INPUT MATERIAL Start Marker
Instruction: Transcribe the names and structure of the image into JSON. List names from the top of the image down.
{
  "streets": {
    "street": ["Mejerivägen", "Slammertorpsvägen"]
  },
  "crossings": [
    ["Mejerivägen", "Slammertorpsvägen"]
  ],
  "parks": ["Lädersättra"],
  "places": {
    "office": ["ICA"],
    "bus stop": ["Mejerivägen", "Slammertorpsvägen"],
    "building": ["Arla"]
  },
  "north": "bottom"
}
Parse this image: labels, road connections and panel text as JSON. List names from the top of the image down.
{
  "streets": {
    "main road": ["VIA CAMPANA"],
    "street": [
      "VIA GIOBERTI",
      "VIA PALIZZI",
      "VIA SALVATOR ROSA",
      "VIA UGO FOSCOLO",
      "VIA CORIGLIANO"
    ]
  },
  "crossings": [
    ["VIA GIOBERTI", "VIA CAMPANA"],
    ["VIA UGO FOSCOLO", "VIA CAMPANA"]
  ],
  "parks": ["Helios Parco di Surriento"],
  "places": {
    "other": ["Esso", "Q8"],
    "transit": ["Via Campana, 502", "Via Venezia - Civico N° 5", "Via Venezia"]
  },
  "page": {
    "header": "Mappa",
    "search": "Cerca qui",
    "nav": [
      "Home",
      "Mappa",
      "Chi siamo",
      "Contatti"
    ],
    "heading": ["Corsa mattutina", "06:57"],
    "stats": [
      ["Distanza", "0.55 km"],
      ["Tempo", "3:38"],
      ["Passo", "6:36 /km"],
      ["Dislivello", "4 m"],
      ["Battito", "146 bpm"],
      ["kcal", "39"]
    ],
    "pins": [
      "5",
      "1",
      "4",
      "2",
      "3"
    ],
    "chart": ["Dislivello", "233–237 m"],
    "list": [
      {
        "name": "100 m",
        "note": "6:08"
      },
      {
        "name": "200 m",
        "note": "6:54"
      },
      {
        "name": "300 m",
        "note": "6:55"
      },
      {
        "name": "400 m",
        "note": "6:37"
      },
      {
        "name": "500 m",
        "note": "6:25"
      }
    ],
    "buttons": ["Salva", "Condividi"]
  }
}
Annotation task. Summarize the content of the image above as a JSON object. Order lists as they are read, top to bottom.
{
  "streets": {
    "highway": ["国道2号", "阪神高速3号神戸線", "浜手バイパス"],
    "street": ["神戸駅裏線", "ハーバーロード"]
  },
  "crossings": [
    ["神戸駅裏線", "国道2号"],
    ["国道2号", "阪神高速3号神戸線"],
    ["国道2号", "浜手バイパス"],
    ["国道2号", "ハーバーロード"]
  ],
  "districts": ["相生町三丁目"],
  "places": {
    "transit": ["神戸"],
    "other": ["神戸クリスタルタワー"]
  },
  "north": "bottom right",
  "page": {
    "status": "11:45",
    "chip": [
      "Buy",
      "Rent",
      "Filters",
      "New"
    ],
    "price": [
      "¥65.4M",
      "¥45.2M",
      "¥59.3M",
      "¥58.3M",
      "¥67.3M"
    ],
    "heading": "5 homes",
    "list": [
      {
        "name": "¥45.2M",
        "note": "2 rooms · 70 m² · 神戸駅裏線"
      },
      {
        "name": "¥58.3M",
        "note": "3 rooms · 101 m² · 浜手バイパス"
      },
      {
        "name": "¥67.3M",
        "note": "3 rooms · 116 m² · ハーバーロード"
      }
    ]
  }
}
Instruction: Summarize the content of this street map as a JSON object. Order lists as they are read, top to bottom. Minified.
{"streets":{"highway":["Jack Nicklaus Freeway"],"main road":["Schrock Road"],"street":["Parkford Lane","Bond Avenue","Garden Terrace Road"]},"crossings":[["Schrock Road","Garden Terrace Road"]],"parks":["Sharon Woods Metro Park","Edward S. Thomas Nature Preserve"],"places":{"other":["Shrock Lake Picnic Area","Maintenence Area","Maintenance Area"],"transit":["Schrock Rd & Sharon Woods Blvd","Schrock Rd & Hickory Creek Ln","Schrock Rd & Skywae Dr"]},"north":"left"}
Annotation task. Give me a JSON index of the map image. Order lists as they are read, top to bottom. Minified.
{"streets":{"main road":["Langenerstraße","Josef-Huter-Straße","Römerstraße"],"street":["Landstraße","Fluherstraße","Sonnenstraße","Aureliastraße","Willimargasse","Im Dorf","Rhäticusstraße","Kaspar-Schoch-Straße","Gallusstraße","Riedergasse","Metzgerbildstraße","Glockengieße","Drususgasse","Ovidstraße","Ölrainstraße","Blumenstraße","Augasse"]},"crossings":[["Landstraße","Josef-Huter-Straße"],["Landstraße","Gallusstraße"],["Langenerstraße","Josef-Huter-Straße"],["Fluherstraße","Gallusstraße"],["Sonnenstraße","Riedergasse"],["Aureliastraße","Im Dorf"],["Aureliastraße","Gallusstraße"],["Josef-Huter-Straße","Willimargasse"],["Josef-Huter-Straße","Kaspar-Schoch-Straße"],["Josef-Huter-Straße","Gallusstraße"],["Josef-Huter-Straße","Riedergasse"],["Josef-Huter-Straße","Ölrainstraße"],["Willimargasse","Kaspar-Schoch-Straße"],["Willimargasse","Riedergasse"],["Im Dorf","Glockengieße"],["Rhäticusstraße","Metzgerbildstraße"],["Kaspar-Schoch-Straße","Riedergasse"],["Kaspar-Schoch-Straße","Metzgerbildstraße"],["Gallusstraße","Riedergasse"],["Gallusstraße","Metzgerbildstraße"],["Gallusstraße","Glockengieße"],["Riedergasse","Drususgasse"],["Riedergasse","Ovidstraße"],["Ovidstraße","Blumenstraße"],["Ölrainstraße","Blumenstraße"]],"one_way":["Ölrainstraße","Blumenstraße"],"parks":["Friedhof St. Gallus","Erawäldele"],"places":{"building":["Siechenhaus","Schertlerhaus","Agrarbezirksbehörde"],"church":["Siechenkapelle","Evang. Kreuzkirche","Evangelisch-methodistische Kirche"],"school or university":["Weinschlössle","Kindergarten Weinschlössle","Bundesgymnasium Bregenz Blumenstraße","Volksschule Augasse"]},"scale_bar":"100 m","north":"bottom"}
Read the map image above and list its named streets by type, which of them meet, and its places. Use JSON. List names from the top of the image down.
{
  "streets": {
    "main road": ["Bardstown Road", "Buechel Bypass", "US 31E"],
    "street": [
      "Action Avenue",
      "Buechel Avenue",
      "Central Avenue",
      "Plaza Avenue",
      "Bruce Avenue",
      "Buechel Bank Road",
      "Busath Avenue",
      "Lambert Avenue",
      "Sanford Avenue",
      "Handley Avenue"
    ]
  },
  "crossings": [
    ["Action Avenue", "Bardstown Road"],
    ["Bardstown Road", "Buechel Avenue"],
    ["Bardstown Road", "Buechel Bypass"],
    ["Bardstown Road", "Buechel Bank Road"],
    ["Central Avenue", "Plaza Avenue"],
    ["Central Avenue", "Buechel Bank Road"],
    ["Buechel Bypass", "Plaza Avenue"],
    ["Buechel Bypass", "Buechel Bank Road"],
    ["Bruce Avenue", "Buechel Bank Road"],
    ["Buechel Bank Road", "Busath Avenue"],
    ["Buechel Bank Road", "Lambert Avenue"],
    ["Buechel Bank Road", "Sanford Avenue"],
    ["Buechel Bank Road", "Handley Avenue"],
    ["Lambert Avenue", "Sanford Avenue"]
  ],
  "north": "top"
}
INPUT MATERIAL End Marker
> _YOUR GOAL_: The full set of data above must come back exactly as written.

> _SOLUTION FOR THIS PROBLEM_:
Instruction: Transcribe the names and structure of the image into JSON. List names from the top of the image down.
{
  "streets": {
    "street": ["Mejerivägen", "Slammertorpsvägen"]
  },
  "crossings": [
    ["Mejerivägen", "Slammertorpsvägen"]
  ],
  "parks": ["Lädersättra"],
  "places": {
    "office": ["ICA"],
    "bus stop": ["Mejerivägen", "Slammertorpsvägen"],
    "building": ["Arla"]
  },
  "north": "bottom"
}
Parse this image: labels, road connections and panel text as JSON. List names from the top of the image down.
{
  "streets": {
    "main road": ["VIA CAMPANA"],
    "street": [
      "VIA GIOBERTI",
      "VIA PALIZZI",
      "VIA SALVATOR ROSA",
      "VIA UGO FOSCOLO",
      "VIA CORIGLIANO"
    ]
  },
  "crossings": [
    ["VIA GIOBERTI", "VIA CAMPANA"],
    ["VIA UGO FOSCOLO", "VIA CAMPANA"]
  ],
  "parks": ["Helios Parco di Surriento"],
  "places": {
    "other": ["Esso", "Q8"],
    "transit": ["Via Campana, 502", "Via Venezia - Civico N° 5", "Via Venezia"]
  },
  "page": {
    "header": "Mappa",
    "search": "Cerca qui",
    "nav": [
      "Home",
      "Mappa",
      "Chi siamo",
      "Contatti"
    ],
    "heading": ["Corsa mattutina", "06:57"],
    "stats": [
      ["Distanza", "0.55 km"],
      ["Tempo", "3:38"],
      ["Passo", "6:36 /km"],
      ["Dislivello", "4 m"],
      ["Battito", "146 bpm"],
      ["kcal", "39"]
    ],
    "pins": [
      "5",
      "1",
      "4",
      "2",
      "3"
    ],
    "chart": ["Dislivello", "233–237 m"],
    "list": [
      {
        "name": "100 m",
        "note": "6:08"
      },
      {
        "name": "200 m",
        "note": "6:54"
      },
      {
        "name": "300 m",
        "note": "6:55"
      },
      {
        "name": "400 m",
        "note": "6:37"
      },
      {
        "name": "500 m",
        "note": "6:25"
      }
    ],
    "buttons": ["Salva", "Condividi"]
  }
}
Annotation task. Summarize the content of the image above as a JSON object. Order lists as they are read, top to bottom.
{
  "streets": {
    "highway": ["国道2号", "阪神高速3号神戸線", "浜手バイパス"],
    "street": ["神戸駅裏線", "ハーバーロード"]
  },
  "crossings": [
    ["神戸駅裏線", "国道2号"],
    ["国道2号", "阪神高速3号神戸線"],
    ["国道2号", "浜手バイパス"],
    ["国道2号", "ハーバーロード"]
  ],
  "districts": ["相生町三丁目"],
  "places": {
    "transit": ["神戸"],
    "other": ["神戸クリスタルタワー"]
  },
  "north": "bottom right",
  "page": {
    "status": "11:45",
    "chip": [
      "Buy",
      "Rent",
      "Filters",
      "New"
    ],
    "price": [
      "¥65.4M",
      "¥45.2M",
      "¥59.3M",
      "¥58.3M",
      "¥67.3M"
    ],
    "heading": "5 homes",
    "list": [
      {
        "name": "¥45.2M",
        "note": "2 rooms · 70 m² · 神戸駅裏線"
      },
      {
        "name": "¥58.3M",
        "note": "3 rooms · 101 m² · 浜手バイパス"
      },
      {
        "name": "¥67.3M",
        "note": "3 rooms · 116 m² · ハーバーロード"
      }
    ]
  }
}
Instruction: Summarize the content of this street map as a JSON object. Order lists as they are read, top to bottom. Minified.
{"streets":{"highway":["Jack Nicklaus Freeway"],"main road":["Schrock Road"],"street":["Parkford Lane","Bond Avenue","Garden Terrace Road"]},"crossings":[["Schrock Road","Garden Terrace Road"]],"parks":["Sharon Woods Metro Park","Edward S. Thomas Nature Preserve"],"places":{"other":["Shrock Lake Picnic Area","Maintenence Area","Maintenance Area"],"transit":["Schrock Rd & Sharon Woods Blvd","Schrock Rd & Hickory Creek Ln","Schrock Rd & Skywae Dr"]},"north":"left"}
Annotation task. Give me a JSON index of the map image. Order lists as they are read, top to bottom. Minified.
{"streets":{"main road":["Langenerstraße","Josef-Huter-Straße","Römerstraße"],"street":["Landstraße","Fluherstraße","Sonnenstraße","Aureliastraße","Willimargasse","Im Dorf","Rhäticusstraße","Kaspar-Schoch-Straße","Gallusstraße","Riedergasse","Metzgerbildstraße","Glockengieße","Drususgasse","Ovidstraße","Ölrainstraße","Blumenstraße","Augasse"]},"crossings":[["Landstraße","Josef-Huter-Straße"],["Landstraße","Gallusstraße"],["Langenerstraße","Josef-Huter-Straße"],["Fluherstraße","Gallusstraße"],["Sonnenstraße","Riedergasse"],["Aureliastraße","Im Dorf"],["Aureliastraße","Gallusstraße"],["Josef-Huter-Straße","Willimargasse"],["Josef-Huter-Straße","Kaspar-Schoch-Straße"],["Josef-Huter-Straße","Gallusstraße"],["Josef-Huter-Straße","Riedergasse"],["Josef-Huter-Straße","Ölrainstraße"],["Willimargasse","Kaspar-Schoch-Straße"],["Willimargasse","Riedergasse"],["Im Dorf","Glockengieße"],["Rhäticusstraße","Metzgerbildstraße"],["Kaspar-Schoch-Straße","Riedergasse"],["Kaspar-Schoch-Straße","Metzgerbildstraße"],["Gallusstraße","Riedergasse"],["Gallusstraße","Metzgerbildstraße"],["Gallusstraße","Glockengieße"],["Riedergasse","Drususgasse"],["Riedergasse","Ovidstraße"],["Ovidstraße","Blumenstraße"],["Ölrainstraße","Blumenstraße"]],"one_way":["Ölrainstraße","Blumenstraße"],"parks":["Friedhof St. Gallus","Erawäldele"],"places":{"building":["Siechenhaus","Schertlerhaus","Agrarbezirksbehörde"],"church":["Siechenkapelle","Evang. Kreuzkirche","Evangelisch-methodistische Kirche"],"school or university":["Weinschlössle","Kindergarten Weinschlössle","Bundesgymnasium Bregenz Blumenstraße","Volksschule Augasse"]},"scale_bar":"100 m","north":"bottom"}
Read the map image above and list its named streets by type, which of them meet, and its places. Use JSON. List names from the top of the image down.
{
  "streets": {
    "main road": ["Bardstown Road", "Buechel Bypass", "US 31E"],
    "street": [
      "Action Avenue",
      "Buechel Avenue",
      "Central Avenue",
      "Plaza Avenue",
      "Bruce Avenue",
      "Buechel Bank Road",
      "Busath Avenue",
      "Lambert Avenue",
      "Sanford Avenue",
      "Handley Avenue"
    ]
  },
  "crossings": [
    ["Action Avenue", "Bardstown Road"],
    ["Bardstown Road", "Buechel Avenue"],
    ["Bardstown Road", "Buechel Bypass"],
    ["Bardstown Road", "Buechel Bank Road"],
    ["Central Avenue", "Plaza Avenue"],
    ["Central Avenue", "Buechel Bank Road"],
    ["Buechel Bypass", "Plaza Avenue"],
    ["Buechel Bypass", "Buechel Bank Road"],
    ["Bruce Avenue", "Buechel Bank Road"],
    ["Buechel Bank Road", "Busath Avenue"],
    ["Buechel Bank Road", "Lambert Avenue"],
    ["Buechel Bank Road", "Sanford Avenue"],
    ["Buechel Bank Road", "Handley Avenue"],
    ["Lambert Avenue", "Sanford Avenue"]
  ],
  "north": "top"
}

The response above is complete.